[Saved data entries]
________________________
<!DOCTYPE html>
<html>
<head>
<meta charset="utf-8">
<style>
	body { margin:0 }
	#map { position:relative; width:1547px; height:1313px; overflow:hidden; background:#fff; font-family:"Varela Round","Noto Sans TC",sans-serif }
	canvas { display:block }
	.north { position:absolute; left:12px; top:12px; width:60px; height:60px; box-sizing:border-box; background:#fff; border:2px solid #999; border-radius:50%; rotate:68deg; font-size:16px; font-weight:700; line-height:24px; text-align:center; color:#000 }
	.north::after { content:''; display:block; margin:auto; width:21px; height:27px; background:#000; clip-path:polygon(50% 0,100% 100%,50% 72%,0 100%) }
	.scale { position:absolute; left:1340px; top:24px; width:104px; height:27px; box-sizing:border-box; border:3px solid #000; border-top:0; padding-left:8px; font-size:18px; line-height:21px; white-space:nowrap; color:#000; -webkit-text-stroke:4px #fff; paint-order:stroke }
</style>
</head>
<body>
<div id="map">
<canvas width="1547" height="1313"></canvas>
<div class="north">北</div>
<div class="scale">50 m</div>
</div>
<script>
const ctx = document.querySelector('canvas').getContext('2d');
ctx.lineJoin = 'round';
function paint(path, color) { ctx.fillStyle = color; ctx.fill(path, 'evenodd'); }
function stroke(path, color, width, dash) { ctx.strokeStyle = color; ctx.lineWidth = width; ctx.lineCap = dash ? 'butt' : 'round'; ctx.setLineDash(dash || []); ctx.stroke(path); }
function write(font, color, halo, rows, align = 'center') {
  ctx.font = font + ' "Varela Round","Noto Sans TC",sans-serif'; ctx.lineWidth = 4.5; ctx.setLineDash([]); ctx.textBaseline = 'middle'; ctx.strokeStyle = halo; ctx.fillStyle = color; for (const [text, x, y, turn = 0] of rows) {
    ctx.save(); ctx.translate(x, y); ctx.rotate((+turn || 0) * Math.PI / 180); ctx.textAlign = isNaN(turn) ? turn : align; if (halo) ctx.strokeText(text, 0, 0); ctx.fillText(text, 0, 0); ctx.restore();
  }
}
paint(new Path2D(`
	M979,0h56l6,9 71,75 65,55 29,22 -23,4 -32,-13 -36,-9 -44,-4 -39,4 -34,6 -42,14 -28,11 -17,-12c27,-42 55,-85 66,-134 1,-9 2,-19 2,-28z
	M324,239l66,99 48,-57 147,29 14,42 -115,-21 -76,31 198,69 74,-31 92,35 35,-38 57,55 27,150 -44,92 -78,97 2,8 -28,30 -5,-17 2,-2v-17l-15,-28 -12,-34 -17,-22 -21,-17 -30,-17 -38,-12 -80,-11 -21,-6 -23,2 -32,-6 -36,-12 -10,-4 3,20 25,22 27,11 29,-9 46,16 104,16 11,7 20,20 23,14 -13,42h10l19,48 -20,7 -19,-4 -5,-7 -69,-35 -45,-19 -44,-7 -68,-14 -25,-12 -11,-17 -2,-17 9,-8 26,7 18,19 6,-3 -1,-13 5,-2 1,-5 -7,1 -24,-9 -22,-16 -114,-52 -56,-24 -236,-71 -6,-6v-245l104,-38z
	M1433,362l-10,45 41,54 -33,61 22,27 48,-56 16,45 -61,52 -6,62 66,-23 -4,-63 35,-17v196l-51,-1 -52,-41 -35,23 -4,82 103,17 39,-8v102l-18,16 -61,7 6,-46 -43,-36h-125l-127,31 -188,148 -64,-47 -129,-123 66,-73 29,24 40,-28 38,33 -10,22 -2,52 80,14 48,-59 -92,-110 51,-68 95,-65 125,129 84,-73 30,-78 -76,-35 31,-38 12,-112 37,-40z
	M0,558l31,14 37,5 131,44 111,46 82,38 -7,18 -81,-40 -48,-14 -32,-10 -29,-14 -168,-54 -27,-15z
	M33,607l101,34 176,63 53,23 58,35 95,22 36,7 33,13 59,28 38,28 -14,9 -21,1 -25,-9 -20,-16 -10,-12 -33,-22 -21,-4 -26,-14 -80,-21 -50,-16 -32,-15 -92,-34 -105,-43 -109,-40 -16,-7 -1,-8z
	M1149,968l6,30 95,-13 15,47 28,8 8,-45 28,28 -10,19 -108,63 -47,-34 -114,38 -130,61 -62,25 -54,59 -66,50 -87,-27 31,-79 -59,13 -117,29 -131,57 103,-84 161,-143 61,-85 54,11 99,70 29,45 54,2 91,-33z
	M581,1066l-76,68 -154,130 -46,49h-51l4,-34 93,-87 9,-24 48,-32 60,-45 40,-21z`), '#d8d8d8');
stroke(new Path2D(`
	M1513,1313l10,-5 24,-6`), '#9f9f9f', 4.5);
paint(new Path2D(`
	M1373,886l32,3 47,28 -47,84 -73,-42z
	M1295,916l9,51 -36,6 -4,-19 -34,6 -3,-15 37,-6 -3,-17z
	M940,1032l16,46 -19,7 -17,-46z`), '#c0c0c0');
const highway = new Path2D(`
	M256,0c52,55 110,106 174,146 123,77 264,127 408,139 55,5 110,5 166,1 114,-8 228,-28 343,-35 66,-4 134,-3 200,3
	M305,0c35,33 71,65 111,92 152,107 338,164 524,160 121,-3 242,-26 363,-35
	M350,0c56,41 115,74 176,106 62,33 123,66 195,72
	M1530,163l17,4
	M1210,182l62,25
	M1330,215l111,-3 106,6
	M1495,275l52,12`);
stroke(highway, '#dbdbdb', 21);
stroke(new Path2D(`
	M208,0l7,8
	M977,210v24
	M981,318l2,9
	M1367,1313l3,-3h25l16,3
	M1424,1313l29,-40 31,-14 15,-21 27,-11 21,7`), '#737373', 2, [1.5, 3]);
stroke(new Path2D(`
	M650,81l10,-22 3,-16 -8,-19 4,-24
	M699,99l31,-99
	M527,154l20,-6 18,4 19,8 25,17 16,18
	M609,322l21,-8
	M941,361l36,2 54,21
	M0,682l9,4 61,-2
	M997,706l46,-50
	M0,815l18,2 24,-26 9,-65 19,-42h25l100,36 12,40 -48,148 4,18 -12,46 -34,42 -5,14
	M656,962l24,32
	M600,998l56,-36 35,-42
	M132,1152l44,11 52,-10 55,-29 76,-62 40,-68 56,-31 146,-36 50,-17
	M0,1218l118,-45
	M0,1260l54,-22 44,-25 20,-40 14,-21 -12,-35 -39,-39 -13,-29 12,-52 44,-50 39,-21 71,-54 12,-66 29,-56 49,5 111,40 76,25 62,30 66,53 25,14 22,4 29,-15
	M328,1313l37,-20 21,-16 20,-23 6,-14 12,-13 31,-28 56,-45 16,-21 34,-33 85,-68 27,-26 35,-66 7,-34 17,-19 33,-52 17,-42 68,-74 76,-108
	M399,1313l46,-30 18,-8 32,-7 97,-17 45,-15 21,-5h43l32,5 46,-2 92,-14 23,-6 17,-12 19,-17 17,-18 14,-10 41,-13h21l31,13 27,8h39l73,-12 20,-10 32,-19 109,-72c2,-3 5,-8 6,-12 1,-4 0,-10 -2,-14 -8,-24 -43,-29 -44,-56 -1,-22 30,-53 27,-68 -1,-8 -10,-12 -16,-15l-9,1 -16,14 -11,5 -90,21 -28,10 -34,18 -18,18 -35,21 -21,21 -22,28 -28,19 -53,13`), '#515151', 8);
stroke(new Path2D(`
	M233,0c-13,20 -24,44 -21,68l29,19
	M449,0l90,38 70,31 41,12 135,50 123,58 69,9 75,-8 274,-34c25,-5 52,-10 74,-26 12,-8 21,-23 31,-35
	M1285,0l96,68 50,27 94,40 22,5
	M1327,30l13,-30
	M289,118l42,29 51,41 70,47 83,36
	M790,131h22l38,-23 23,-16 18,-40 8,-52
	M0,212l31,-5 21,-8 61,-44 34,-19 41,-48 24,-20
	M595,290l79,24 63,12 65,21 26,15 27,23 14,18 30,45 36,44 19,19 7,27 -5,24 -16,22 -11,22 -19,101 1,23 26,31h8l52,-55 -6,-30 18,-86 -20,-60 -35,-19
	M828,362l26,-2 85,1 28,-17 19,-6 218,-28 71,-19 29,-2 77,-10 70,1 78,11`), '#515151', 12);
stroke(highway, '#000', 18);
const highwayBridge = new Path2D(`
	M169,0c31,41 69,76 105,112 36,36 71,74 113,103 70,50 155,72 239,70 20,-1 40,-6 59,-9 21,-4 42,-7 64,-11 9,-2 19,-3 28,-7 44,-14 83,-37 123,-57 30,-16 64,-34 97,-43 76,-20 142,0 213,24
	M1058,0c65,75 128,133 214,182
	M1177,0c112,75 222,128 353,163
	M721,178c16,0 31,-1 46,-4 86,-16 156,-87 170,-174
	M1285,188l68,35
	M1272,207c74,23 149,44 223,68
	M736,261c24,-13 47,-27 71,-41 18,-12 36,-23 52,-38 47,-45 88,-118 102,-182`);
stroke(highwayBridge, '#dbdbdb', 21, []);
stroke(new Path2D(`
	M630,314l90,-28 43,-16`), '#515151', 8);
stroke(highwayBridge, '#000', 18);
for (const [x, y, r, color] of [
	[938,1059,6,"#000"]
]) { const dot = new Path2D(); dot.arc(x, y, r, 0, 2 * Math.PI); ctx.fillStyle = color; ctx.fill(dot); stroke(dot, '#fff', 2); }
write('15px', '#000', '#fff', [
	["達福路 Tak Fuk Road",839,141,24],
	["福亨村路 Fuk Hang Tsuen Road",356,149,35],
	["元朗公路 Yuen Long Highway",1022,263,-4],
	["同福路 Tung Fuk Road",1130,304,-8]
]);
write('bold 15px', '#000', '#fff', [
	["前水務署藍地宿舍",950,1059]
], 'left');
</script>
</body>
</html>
________________________
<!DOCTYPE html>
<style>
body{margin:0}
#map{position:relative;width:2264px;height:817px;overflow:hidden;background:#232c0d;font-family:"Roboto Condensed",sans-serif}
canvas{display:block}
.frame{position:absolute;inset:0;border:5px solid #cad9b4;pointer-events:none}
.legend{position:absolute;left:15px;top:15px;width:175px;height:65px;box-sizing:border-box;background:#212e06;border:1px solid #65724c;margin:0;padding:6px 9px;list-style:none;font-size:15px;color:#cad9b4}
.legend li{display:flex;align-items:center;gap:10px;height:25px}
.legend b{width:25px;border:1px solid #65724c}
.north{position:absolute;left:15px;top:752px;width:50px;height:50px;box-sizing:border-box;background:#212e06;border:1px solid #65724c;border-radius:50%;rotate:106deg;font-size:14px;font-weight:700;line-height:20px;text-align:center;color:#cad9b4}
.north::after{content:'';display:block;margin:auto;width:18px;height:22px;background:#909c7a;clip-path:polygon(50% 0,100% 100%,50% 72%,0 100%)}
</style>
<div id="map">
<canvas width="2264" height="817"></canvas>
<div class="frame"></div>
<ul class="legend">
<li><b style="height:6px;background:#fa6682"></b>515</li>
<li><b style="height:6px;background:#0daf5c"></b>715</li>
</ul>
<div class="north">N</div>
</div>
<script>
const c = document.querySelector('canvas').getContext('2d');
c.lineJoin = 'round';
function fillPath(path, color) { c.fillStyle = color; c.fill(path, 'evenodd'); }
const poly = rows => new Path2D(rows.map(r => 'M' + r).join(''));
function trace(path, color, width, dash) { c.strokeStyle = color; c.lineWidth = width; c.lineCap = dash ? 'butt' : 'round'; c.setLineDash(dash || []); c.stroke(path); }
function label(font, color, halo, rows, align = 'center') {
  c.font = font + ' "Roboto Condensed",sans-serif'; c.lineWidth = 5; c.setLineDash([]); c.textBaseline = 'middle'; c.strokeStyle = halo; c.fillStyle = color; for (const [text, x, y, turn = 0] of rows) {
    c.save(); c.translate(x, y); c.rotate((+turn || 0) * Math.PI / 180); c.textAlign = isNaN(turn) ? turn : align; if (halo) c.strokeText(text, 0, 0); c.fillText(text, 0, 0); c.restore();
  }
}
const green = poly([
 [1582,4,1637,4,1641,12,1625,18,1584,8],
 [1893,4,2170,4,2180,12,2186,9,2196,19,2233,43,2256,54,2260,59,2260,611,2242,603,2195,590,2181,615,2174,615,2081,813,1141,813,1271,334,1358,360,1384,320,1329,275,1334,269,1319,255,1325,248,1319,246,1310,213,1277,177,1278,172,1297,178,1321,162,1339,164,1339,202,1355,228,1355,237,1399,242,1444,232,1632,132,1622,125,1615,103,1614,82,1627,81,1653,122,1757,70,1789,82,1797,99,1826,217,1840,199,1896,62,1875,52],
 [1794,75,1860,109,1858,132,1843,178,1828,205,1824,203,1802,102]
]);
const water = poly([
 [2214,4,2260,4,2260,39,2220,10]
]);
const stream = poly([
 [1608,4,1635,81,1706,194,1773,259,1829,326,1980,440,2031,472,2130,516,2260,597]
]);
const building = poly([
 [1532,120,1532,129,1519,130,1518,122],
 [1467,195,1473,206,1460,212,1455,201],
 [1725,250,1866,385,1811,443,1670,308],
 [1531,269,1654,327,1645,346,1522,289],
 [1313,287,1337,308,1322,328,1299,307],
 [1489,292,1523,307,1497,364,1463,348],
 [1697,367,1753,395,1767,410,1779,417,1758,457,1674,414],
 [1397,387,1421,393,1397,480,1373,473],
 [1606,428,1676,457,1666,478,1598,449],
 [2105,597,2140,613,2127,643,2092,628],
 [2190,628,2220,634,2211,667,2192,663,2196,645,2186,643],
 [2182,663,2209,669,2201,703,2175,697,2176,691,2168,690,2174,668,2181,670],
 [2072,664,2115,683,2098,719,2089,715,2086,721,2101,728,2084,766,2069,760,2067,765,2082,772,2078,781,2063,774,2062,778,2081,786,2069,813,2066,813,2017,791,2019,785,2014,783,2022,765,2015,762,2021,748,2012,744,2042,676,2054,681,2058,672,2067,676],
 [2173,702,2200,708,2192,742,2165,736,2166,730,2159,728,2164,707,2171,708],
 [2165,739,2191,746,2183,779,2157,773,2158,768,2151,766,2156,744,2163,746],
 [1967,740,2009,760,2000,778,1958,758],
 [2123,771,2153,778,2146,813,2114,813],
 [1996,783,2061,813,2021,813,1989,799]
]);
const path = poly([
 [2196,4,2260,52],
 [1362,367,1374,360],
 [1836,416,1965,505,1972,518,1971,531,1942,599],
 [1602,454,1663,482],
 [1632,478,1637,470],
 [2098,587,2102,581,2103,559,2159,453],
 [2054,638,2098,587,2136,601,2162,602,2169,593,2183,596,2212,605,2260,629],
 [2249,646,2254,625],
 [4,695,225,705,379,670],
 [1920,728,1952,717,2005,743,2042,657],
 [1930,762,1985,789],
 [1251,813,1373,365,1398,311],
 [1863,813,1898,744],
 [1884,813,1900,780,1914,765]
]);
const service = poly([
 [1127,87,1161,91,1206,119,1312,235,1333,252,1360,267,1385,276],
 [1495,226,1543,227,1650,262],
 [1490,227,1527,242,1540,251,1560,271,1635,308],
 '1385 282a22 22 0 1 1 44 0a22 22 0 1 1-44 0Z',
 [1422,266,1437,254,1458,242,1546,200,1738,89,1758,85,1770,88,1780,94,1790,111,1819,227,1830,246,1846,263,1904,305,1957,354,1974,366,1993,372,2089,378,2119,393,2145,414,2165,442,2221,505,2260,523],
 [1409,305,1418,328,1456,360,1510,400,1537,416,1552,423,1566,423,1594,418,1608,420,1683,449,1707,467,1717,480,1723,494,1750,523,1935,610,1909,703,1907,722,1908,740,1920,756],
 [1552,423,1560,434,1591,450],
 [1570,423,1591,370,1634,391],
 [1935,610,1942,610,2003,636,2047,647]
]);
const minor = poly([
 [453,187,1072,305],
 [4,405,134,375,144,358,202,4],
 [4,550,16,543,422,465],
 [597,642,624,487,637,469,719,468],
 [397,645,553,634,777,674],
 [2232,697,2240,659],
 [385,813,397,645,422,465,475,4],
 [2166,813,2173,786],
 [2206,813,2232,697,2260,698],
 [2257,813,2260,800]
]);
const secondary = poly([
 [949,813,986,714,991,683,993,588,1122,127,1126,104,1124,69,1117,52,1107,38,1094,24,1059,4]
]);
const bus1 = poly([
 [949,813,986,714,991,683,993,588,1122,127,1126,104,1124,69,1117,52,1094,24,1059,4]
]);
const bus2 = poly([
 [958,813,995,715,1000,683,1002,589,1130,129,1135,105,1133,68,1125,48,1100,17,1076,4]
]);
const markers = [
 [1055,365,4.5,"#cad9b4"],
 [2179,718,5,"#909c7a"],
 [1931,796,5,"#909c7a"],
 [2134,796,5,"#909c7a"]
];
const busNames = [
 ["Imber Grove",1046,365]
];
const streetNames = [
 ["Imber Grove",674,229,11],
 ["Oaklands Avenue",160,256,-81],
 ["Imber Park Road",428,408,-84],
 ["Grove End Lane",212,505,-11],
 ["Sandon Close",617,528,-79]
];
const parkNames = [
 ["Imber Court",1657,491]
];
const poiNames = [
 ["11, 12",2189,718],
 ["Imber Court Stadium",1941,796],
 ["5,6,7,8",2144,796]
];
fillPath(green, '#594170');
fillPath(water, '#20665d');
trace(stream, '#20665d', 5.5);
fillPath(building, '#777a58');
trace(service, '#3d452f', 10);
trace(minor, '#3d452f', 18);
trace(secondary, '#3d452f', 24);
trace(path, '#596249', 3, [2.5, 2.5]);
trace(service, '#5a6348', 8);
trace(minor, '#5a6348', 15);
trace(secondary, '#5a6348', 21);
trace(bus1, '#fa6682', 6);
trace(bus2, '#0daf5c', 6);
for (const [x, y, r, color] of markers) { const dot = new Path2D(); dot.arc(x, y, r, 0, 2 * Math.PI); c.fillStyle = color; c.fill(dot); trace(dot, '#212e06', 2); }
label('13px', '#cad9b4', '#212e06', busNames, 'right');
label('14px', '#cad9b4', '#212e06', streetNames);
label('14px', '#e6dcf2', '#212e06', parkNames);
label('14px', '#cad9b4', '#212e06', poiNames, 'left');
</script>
________________________
(WHAT IS REQUIRED):
Could you reproduce, exactly, every line above from the line with "ctx.font = font" to the line with "M0,558l31,14 37,5 131,44", and no other line? Both ends count.

(OUTPUT FOR THIS TASK):
  ctx.font = font + ' "Varela Round","Noto Sans TC",sans-serif'; ctx.lineWidth = 4.5; ctx.setLineDash([]); ctx.textBaseline = 'middle'; ctx.strokeStyle = halo; ctx.fillStyle = color; for (const [text, x, y, turn = 0] of rows) {
    ctx.save(); ctx.translate(x, y); ctx.rotate((+turn || 0) * Math.PI / 180); ctx.textAlign = isNaN(turn) ? turn : align; if (halo) ctx.strokeText(text, 0, 0); ctx.fillText(text, 0, 0); ctx.restore();
  }
}
paint(new Path2D(`
	M979,0h56l6,9 71,75 65,55 29,22 -23,4 -32,-13 -36,-9 -44,-4 -39,4 -34,6 -42,14 -28,11 -17,-12c27,-42 55,-85 66,-134 1,-9 2,-19 2,-28z
	M324,239l66,99 48,-57 147,29 14,42 -115,-21 -76,31 198,69 74,-31 92,35 35,-38 57,55 27,150 -44,92 -78,97 2,8 -28,30 -5,-17 2,-2v-17l-15,-28 -12,-34 -17,-22 -21,-17 -30,-17 -38,-12 -80,-11 -21,-6 -23,2 -32,-6 -36,-12 -10,-4 3,20 25,22 27,11 29,-9 46,16 104,16 11,7 20,20 23,14 -13,42h10l19,48 -20,7 -19,-4 -5,-7 -69,-35 -45,-19 -44,-7 -68,-14 -25,-12 -11,-17 -2,-17 9,-8 26,7 18,19 6,-3 -1,-13 5,-2 1,-5 -7,1 -24,-9 -22,-16 -114,-52 -56,-24 -236,-71 -6,-6v-245l104,-38z
	M1433,362l-10,45 41,54 -33,61 22,27 48,-56 16,45 -61,52 -6,62 66,-23 -4,-63 35,-17v196l-51,-1 -52,-41 -35,23 -4,82 103,17 39,-8v102l-18,16 -61,7 6,-46 -43,-36h-125l-127,31 -188,148 -64,-47 -129,-123 66,-73 29,24 40,-28 38,33 -10,22 -2,52 80,14 48,-59 -92,-110 51,-68 95,-65 125,129 84,-73 30,-78 -76,-35 31,-38 12,-112 37,-40z
	M0,558l31,14 37,5 131,44 111,46 82,38 -7,18 -81,-40 -48,-14 -32,-10 -29,-14 -168,-54 -27,-15z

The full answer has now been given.